**THE TASK:**
A single figure is wanted: the count of lines below containing the string "stream".

(Recorded data)

########################################

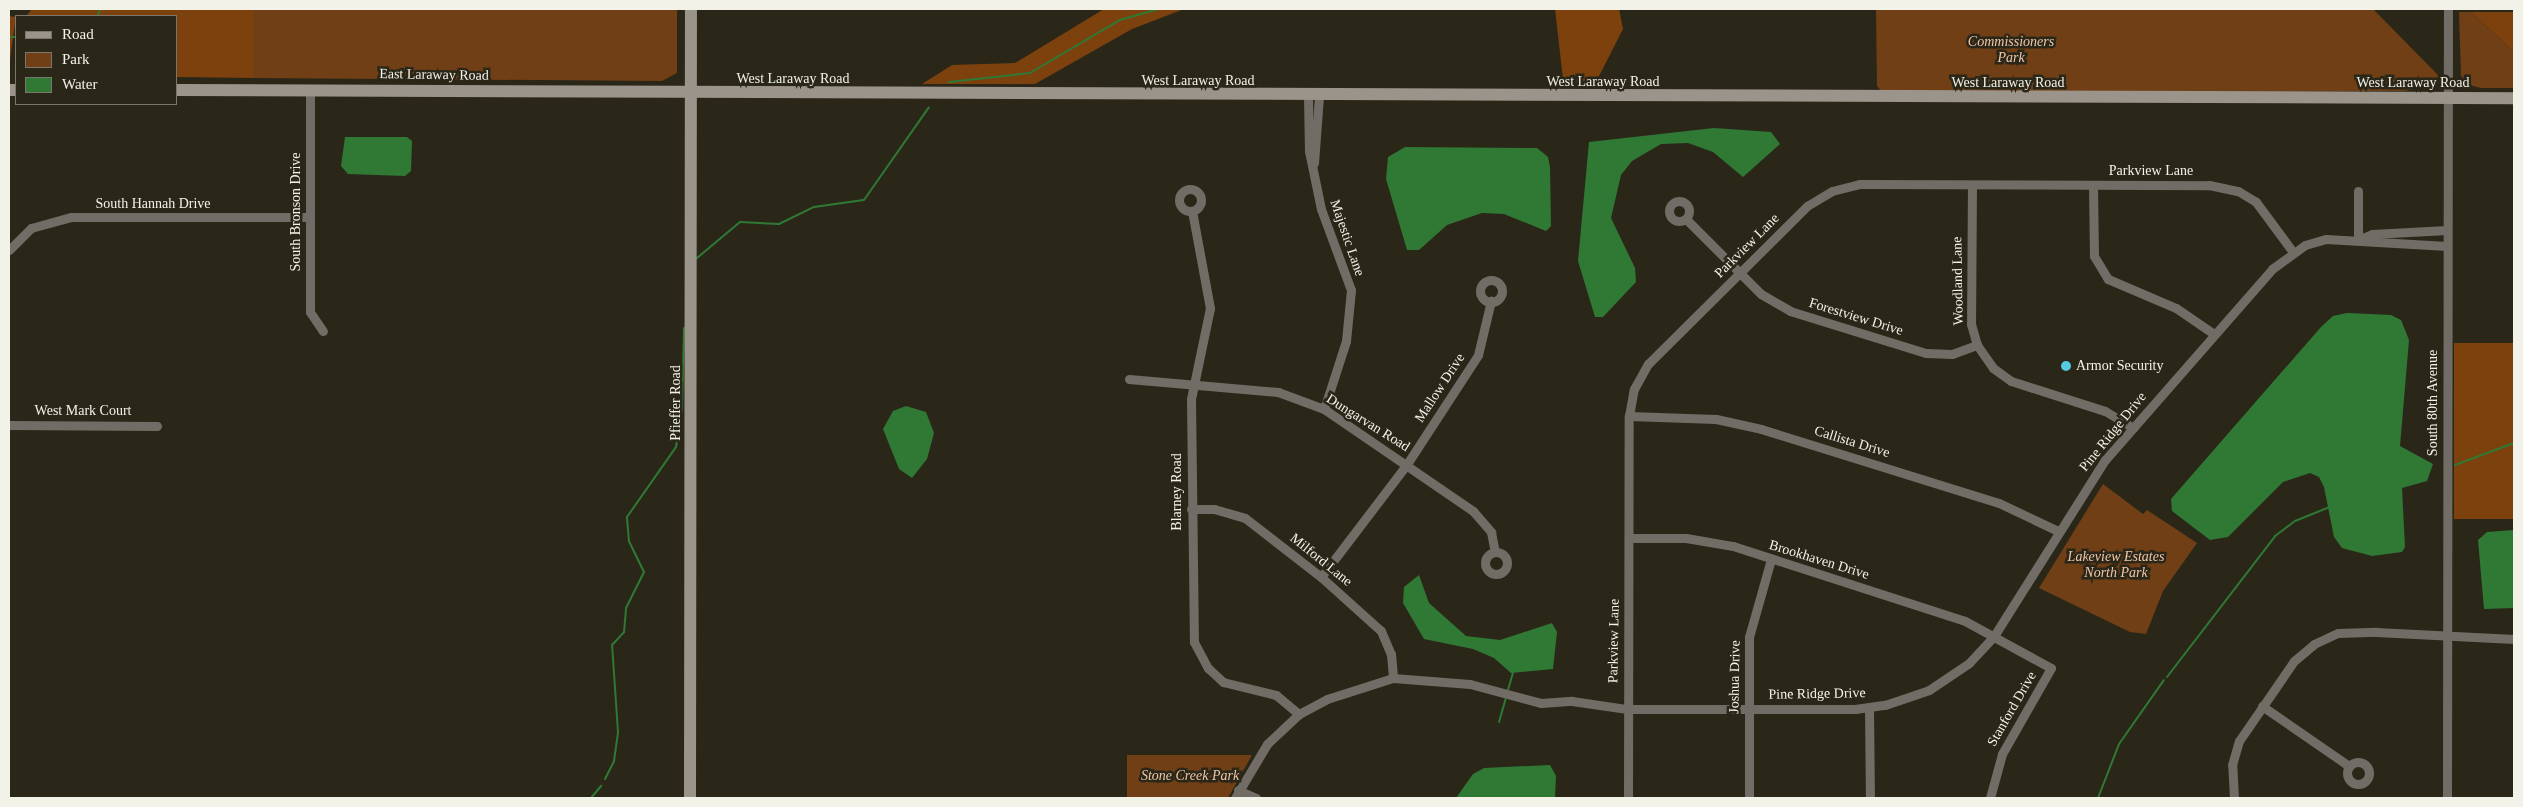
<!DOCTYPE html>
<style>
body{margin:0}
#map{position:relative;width:2523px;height:807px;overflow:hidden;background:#2a2719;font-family:Georgia,serif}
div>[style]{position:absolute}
.green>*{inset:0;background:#713f16}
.forest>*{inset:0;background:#7c410d;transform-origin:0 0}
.water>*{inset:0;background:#2f7935}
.stream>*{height:2px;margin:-1px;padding:0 1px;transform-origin:1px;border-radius:1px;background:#2f7935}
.street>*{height:9px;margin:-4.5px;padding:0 4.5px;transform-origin:4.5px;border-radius:4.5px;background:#716d66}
.street>.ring{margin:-4.5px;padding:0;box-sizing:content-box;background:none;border:9px solid #716d66;border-radius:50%}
.secondary>*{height:12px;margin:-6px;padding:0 6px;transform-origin:6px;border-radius:6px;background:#9b948a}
.dots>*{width:14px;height:14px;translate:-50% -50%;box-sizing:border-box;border:2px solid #2a2719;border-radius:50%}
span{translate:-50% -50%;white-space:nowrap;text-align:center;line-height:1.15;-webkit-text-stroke:5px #2a2719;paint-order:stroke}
.park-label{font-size:14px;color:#f1c6a9;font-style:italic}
.street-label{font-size:14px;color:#f3f2e9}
.poi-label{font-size:14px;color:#f3f2e9}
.left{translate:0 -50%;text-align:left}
.frame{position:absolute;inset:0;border:10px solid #f3f2e9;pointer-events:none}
.legend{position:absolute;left:15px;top:15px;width:162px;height:90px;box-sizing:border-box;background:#2a2719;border:1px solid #7a786c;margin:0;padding:6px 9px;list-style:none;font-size:15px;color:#f3f2e9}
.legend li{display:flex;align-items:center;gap:10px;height:25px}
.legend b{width:25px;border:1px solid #7a786c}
</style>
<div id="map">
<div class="green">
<i style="clip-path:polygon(253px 9px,677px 9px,677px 73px,662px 81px,253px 78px)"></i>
<i style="clip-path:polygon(1876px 9px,2373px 9px,2439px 76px,2432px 85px,2404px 91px,1882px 92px,1877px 86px)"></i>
<i style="clip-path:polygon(2459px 12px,2471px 12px,2514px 52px,2514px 88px,2481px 88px,2469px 85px,2461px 76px)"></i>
<i style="clip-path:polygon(2103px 484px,2143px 514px,2147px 510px,2197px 543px,2163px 591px,2146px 634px,2130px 632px,2039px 588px)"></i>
<i style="clip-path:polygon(1127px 755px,1252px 755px,1228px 798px,1127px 798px)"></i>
</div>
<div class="forest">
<i style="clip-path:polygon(32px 9px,253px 9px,253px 78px,176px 77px,176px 16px,26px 16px)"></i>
<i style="clip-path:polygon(1104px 9px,1184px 9px,1132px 29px,1035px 84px,922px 84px,952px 65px,1015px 63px)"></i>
<i style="clip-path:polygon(1555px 9px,1619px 9px,1623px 29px,1593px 88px,1564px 88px)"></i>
<i style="clip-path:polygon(2471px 12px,2514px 12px,2514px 52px)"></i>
<i style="left:9px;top:16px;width:7px;height:60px;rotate:8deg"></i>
<i style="left:2514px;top:343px;width:176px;height:60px;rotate:90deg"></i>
</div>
<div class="water">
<i style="clip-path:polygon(1714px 128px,1771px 132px,1780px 144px,1743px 177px,1713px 152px,1688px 143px,1661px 144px,1632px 161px,1621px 175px,1611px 218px,1635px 268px,1636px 282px,1603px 317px,1595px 317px,1578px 261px,1589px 142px)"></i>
<i style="clip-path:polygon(345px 137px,407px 137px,412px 141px,411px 171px,405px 176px,348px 174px,341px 166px)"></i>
<i style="clip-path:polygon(1405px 147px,1537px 148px,1548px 157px,1550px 167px,1551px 226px,1546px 231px,1504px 214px,1482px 213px,1447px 225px,1419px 250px,1407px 250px,1386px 179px,1388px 157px)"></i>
<i style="clip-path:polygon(2347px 313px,2391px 315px,2401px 320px,2409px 340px,2400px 446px,2433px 464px,2427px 481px,2402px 488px,2405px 547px,2402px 552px,2372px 556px,2342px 548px,2334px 537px,2324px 487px,2319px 477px,2310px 473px,2283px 482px,2228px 537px,2210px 540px,2172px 511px,2171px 499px,2321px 327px,2333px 316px)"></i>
<i style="clip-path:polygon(906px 406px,926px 412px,934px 433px,927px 459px,912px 478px,899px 469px,883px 429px,893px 411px)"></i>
<i style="clip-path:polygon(2514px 530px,2514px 608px,2484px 609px,2478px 540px,2487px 532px)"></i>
<i style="clip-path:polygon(1419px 575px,1429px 603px,1466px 636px,1500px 640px,1552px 623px,1557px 632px,1553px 669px,1511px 673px,1494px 658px,1473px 649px,1424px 639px,1403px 603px,1404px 587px)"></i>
<i style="clip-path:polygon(1550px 765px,1556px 776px,1555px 798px,1456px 798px,1473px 774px,1484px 768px)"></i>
</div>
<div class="stream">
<i style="left:97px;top:16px;width:8px;rotate:-60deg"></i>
<i style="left:9px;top:37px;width:7px"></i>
<i style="left:949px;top:82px;width:81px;rotate:-6.3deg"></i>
<i style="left:1030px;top:73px;width:104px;rotate:-30.5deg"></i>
<i style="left:1120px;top:20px;width:41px;rotate:-15.8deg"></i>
<i style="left:697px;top:258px;width:56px;rotate:-39.9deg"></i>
<i style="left:740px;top:222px;width:39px;rotate:3deg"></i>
<i style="left:779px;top:224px;width:39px;rotate:-26deg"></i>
<i style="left:814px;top:207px;width:50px;rotate:-8deg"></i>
<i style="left:864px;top:200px;width:113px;rotate:-55deg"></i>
<i style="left:2455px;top:465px;width:63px;rotate:-20.4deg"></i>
<i style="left:2167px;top:677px;width:178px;rotate:-52.5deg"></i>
<i style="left:2275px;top:536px;width:25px;rotate:-37deg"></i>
<i style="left:2295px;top:521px;width:40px;rotate:-22deg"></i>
<i style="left:1508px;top:690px;width:18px;rotate:-74deg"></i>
<i style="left:1499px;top:722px;width:26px;rotate:-74deg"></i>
<i style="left:605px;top:779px;width:20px;rotate:-63deg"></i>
<i style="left:614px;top:761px;width:29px;rotate:-82deg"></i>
<i style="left:618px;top:732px;width:87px;rotate:-93.9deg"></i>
<i style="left:612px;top:645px;width:18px;rotate:-47deg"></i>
<i style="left:624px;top:632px;width:24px;rotate:-85deg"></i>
<i style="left:626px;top:608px;width:40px;rotate:-63.4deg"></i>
<i style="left:644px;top:572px;width:34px;rotate:-116deg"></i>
<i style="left:629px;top:541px;width:24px;rotate:-95deg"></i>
<i style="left:627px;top:517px;width:85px;rotate:-55deg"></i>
<i style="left:676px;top:447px;width:37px;rotate:-81deg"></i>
<i style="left:682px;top:410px;width:82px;rotate:-88.6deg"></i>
<i style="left:591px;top:798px;width:16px;rotate:-50deg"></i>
<i style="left:2098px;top:798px;width:58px;rotate:-68.7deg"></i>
<i style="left:2119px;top:744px;width:78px;rotate:-54.9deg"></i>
</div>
<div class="street">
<i style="left:310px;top:90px;width:222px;rotate:90deg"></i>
<i style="left:310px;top:312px;width:23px;rotate:56deg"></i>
<i style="left:1308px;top:96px;width:55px;rotate:89deg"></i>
<i style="left:1309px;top:151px;width:59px;rotate:78.3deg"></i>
<i style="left:1321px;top:209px;width:86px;rotate:69.7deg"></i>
<i style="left:1351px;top:290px;width:51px;rotate:95.6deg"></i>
<i style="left:1346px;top:341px;width:71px;rotate:107.9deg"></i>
<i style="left:1314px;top:163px;width:67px;rotate:-85.7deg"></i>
<i style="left:1972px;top:185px;width:139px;rotate:90.4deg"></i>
<i style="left:1971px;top:324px;width:22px;rotate:74deg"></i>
<i style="left:1977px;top:345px;width:28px;rotate:55deg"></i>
<i style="left:1993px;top:368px;width:22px;rotate:36deg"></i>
<i style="left:2011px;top:381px;width:99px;rotate:17.7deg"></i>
<i style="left:2105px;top:411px;width:33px;rotate:31deg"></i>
<i style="left:2093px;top:185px;width:71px;rotate:89.2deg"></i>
<i style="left:2094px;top:256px;width:27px;rotate:59deg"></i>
<i style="left:2108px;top:279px;width:74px;rotate:23.1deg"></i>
<i style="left:2176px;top:308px;width:46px;rotate:34.4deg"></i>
<i class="ring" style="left:1179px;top:189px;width:13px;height:13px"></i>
<i style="left:2358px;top:191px;width:49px;rotate:90deg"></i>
<i class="ring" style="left:1669px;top:201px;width:11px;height:11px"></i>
<i style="left:1192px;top:211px;width:99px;rotate:79.5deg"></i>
<i style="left:1210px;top:308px;width:93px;rotate:101.8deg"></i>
<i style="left:1191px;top:399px;width:243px;rotate:89.3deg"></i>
<i style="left:1194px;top:642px;width:30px;rotate:62deg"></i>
<i style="left:1208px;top:668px;width:21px;rotate:43deg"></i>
<i style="left:1223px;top:682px;width:55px;rotate:13.8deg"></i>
<i style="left:1276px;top:695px;width:30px;rotate:40deg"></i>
<i style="left:1686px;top:219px;width:106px;rotate:45deg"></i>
<i style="left:1761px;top:294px;width:34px;rotate:30deg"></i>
<i style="left:1790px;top:311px;width:142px;rotate:17.2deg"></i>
<i style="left:1926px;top:353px;width:26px;rotate:2deg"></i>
<i style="left:1952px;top:354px;width:27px;rotate:-20deg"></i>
<i style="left:2358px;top:240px;width:15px;rotate:-23deg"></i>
<i style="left:2372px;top:234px;width:75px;rotate:-3.1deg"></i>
<i style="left:9px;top:250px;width:31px;rotate:-45deg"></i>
<i style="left:31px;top:228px;width:41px;rotate:-15.4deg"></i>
<i style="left:71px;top:217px;width:238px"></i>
<i class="ring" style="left:1480px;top:280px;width:13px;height:13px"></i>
<i style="left:1129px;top:379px;width:150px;rotate:5deg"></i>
<i style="left:1278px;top:392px;width:49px;rotate:20.3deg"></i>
<i style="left:1324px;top:409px;width:181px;rotate:34.4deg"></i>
<i style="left:1473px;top:511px;width:28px;rotate:49deg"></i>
<i style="left:1491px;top:532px;width:20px;rotate:79deg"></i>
<i style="left:1629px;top:416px;width:87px;rotate:2deg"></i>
<i style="left:1716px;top:419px;width:46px;rotate:12.5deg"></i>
<i style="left:1761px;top:429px;width:249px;rotate:17.3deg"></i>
<i style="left:1999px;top:503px;width:65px;rotate:25.4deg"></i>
<i style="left:9px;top:425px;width:148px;rotate:0.4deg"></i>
<i style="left:1191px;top:509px;width:23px"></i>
<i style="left:1214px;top:509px;width:32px;rotate:16deg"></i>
<i style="left:1245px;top:518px;width:96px;rotate:37.8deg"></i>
<i style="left:1321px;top:577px;width:81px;rotate:42deg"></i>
<i style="left:1381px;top:631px;width:25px;rotate:67deg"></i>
<i style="left:1391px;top:654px;width:24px;rotate:85deg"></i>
<i style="left:1629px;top:538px;width:57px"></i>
<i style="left:1686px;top:538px;width:48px;rotate:9.7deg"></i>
<i style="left:1733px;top:546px;width:244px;rotate:17.9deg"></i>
<i style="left:1965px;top:621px;width:98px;rotate:28.7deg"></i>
<i style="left:2051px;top:668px;width:99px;rotate:119.7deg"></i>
<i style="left:2002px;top:754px;width:46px;rotate:105.3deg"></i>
<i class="ring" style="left:1485px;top:552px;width:13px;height:13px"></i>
<i style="left:1321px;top:577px;width:142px;rotate:-52.7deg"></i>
<i style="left:1407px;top:464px;width:130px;rotate:-56.9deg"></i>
<i style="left:1478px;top:355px;width:56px;rotate:-76.5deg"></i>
<i style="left:2262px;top:706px;width:106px;rotate:34.6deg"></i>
<i style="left:1869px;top:708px;width:90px;rotate:89.4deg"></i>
<i class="ring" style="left:2347px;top:762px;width:13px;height:13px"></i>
<i style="left:1238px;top:790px;width:20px;rotate:24deg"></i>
<i style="left:1235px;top:798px;width:63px;rotate:-59.3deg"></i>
<i style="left:1267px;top:744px;width:44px;rotate:-43.2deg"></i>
<i style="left:1299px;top:714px;width:32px;rotate:-28deg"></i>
<i style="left:1327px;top:699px;width:69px;rotate:-17.7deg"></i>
<i style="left:1393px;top:678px;width:77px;rotate:4.5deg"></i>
<i style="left:1470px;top:684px;width:73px;rotate:15deg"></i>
<i style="left:1541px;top:703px;width:31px;rotate:-4deg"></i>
<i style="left:1572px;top:701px;width:56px;rotate:8.3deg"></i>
<i style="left:1627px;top:709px;width:228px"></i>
<i style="left:1855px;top:709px;width:30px;rotate:-8deg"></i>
<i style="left:1885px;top:705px;width:46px;rotate:-18.8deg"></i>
<i style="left:1929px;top:690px;width:48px;rotate:-34deg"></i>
<i style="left:1969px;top:663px;width:37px;rotate:-47deg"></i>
<i style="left:1994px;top:636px;width:208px;rotate:-57.8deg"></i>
<i style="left:2105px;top:460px;width:254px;rotate:-48.8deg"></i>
<i style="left:2272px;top:269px;width:41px;rotate:-36deg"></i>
<i style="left:2305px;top:245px;width:22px;rotate:-16deg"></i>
<i style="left:2326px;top:239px;width:121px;rotate:3.3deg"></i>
<i style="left:1628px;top:798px;width:382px;rotate:-89.9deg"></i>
<i style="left:1629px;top:416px;width:27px;rotate:-80deg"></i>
<i style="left:1634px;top:389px;width:29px;rotate:-61deg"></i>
<i style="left:1648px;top:364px;width:224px;rotate:-44.8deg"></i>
<i style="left:1807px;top:206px;width:29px;rotate:-31deg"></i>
<i style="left:1832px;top:191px;width:29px;rotate:-14deg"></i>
<i style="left:1860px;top:184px;width:349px;rotate:0.2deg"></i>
<i style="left:2209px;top:185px;width:30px;rotate:12deg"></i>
<i style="left:2238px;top:191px;width:21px;rotate:31deg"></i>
<i style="left:2256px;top:202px;width:62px;rotate:53.5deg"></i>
<i style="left:1749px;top:798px;width:161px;rotate:-90deg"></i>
<i style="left:1749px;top:637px;width:81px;rotate:-74.2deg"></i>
<i style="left:2234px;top:798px;width:33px;rotate:-93deg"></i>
<i style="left:2232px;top:765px;width:25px;rotate:-74deg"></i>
<i style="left:2239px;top:741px;width:97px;rotate:-55.5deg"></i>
<i style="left:2294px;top:661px;width:26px;rotate:-40deg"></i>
<i style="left:2314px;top:644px;width:26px;rotate:-25deg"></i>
<i style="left:2338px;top:633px;width:38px;rotate:-2deg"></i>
<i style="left:2376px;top:632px;width:138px;rotate:2.9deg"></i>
<i style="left:2447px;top:798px;width:789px;rotate:-89.93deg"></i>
</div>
<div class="secondary">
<i style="left:9px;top:90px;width:7px"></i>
<i style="left:176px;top:90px;width:2338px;rotate:0.2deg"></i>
<i style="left:690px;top:798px;width:789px;rotate:-89.93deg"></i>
</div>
<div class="dots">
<i style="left:2066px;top:366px;background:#55cae0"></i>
</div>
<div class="park-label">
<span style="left:2011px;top:50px">Commissioners<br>Park</span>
<span style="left:2116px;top:565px">Lakeview Estates<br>North Park</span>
<span style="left:1190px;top:776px">Stone Creek Park</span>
</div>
<div class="street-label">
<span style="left:434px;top:75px;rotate:1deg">East Laraway Road</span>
<span style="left:793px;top:79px">West Laraway Road</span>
<span style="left:1198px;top:81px">West Laraway Road</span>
<span style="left:1603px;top:82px">West Laraway Road</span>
<span style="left:2008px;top:83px">West Laraway Road</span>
<span style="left:2413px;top:83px">West Laraway Road</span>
<span style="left:2151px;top:171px">Parkview Lane</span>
<span style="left:153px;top:204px">South Hannah Drive</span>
<span style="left:296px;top:212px;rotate:-90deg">South Bronson Drive</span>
<span style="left:1347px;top:238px;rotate:71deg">Majestic Lane</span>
<span style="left:1747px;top:246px;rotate:-45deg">Parkview Lane</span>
<span style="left:1958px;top:281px;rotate:-91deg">Woodland Lane</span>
<span style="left:1856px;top:317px;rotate:17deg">Forestview Drive</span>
<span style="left:1440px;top:388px;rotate:-57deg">Mallow Drive</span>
<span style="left:676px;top:403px;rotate:-90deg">Pfieffer Road</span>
<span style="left:2433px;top:403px;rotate:-90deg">South 80th Avenue</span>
<span style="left:83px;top:411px">West Mark Court</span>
<span style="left:1368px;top:423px;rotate:32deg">Dungarvan Road</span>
<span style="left:2113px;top:432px;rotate:-51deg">Pine Ridge Drive</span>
<span style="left:1852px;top:442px;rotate:17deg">Callista Drive</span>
<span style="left:1177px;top:492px;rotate:-90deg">Blarney Road</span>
<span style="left:1321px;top:560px;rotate:39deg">Milford Lane</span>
<span style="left:1819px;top:560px;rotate:17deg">Brookhaven Drive</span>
<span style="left:1614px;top:641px;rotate:-89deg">Parkview Lane</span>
<span style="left:1735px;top:677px;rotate:-89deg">Joshua Drive</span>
<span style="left:1817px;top:694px;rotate:-1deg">Pine Ridge Drive</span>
<span style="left:2012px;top:709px;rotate:-60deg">Stanford Drive</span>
</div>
<div class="poi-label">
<span class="left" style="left:2076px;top:366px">Armor Security</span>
</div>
<div class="frame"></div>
<ul class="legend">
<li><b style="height:6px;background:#9b948a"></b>Road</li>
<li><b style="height:14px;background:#713f16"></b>Park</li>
<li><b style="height:14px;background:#2f7935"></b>Water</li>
</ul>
</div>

########################################

**RESPONSE AREA:**
2